**DATA EXTRACT**
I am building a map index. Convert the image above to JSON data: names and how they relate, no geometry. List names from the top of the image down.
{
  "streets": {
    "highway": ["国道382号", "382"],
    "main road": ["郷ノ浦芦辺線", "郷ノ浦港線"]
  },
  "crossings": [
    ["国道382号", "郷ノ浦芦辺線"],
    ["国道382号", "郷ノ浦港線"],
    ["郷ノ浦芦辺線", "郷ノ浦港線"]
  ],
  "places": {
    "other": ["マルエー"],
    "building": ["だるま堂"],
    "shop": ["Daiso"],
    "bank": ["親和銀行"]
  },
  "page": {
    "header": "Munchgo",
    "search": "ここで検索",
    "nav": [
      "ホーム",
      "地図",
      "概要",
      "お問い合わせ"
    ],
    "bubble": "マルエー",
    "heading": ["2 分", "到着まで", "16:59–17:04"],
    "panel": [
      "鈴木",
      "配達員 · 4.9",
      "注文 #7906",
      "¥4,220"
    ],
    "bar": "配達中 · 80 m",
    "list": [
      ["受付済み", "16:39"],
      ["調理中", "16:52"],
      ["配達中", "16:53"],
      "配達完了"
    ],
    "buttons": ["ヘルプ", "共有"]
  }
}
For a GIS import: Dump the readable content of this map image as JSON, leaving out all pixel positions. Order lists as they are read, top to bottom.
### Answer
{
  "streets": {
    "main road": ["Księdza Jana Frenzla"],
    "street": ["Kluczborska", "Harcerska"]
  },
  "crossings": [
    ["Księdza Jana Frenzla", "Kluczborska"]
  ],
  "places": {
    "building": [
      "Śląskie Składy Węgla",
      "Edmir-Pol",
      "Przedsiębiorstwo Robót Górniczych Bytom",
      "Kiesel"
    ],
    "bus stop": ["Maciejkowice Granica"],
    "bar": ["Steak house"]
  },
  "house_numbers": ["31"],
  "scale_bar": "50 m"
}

**REQUIREMENT**
The first line of the entries above marks where to begin; repeat each line exactly through the one that contains "For a GIS import: Dump", and include that line.

**YOUR SOLUTION**
I am building a map index. Convert the image above to JSON data: names and how they relate, no geometry. List names from the top of the image down.
{
  "streets": {
    "highway": ["国道382号", "382"],
    "main road": ["郷ノ浦芦辺線", "郷ノ浦港線"]
  },
  "crossings": [
    ["国道382号", "郷ノ浦芦辺線"],
    ["国道382号", "郷ノ浦港線"],
    ["郷ノ浦芦辺線", "郷ノ浦港線"]
  ],
  "places": {
    "other": ["マルエー"],
    "building": ["だるま堂"],
    "shop": ["Daiso"],
    "bank": ["親和銀行"]
  },
  "page": {
    "header": "Munchgo",
    "search": "ここで検索",
    "nav": [
      "ホーム",
      "地図",
      "概要",
      "お問い合わせ"
    ],
    "bubble": "マルエー",
    "heading": ["2 分", "到着まで", "16:59–17:04"],
    "panel": [
      "鈴木",
      "配達員 · 4.9",
      "注文 #7906",
      "¥4,220"
    ],
    "bar": "配達中 · 80 m",
    "list": [
      ["受付済み", "16:39"],
      ["調理中", "16:52"],
      ["配達中", "16:53"],
      "配達完了"
    ],
    "buttons": ["ヘルプ", "共有"]
  }
}
For a GIS import: Dump the readable content of this map image as JSON, leaving out all pixel positions. Order lists as they are read, top to bottom.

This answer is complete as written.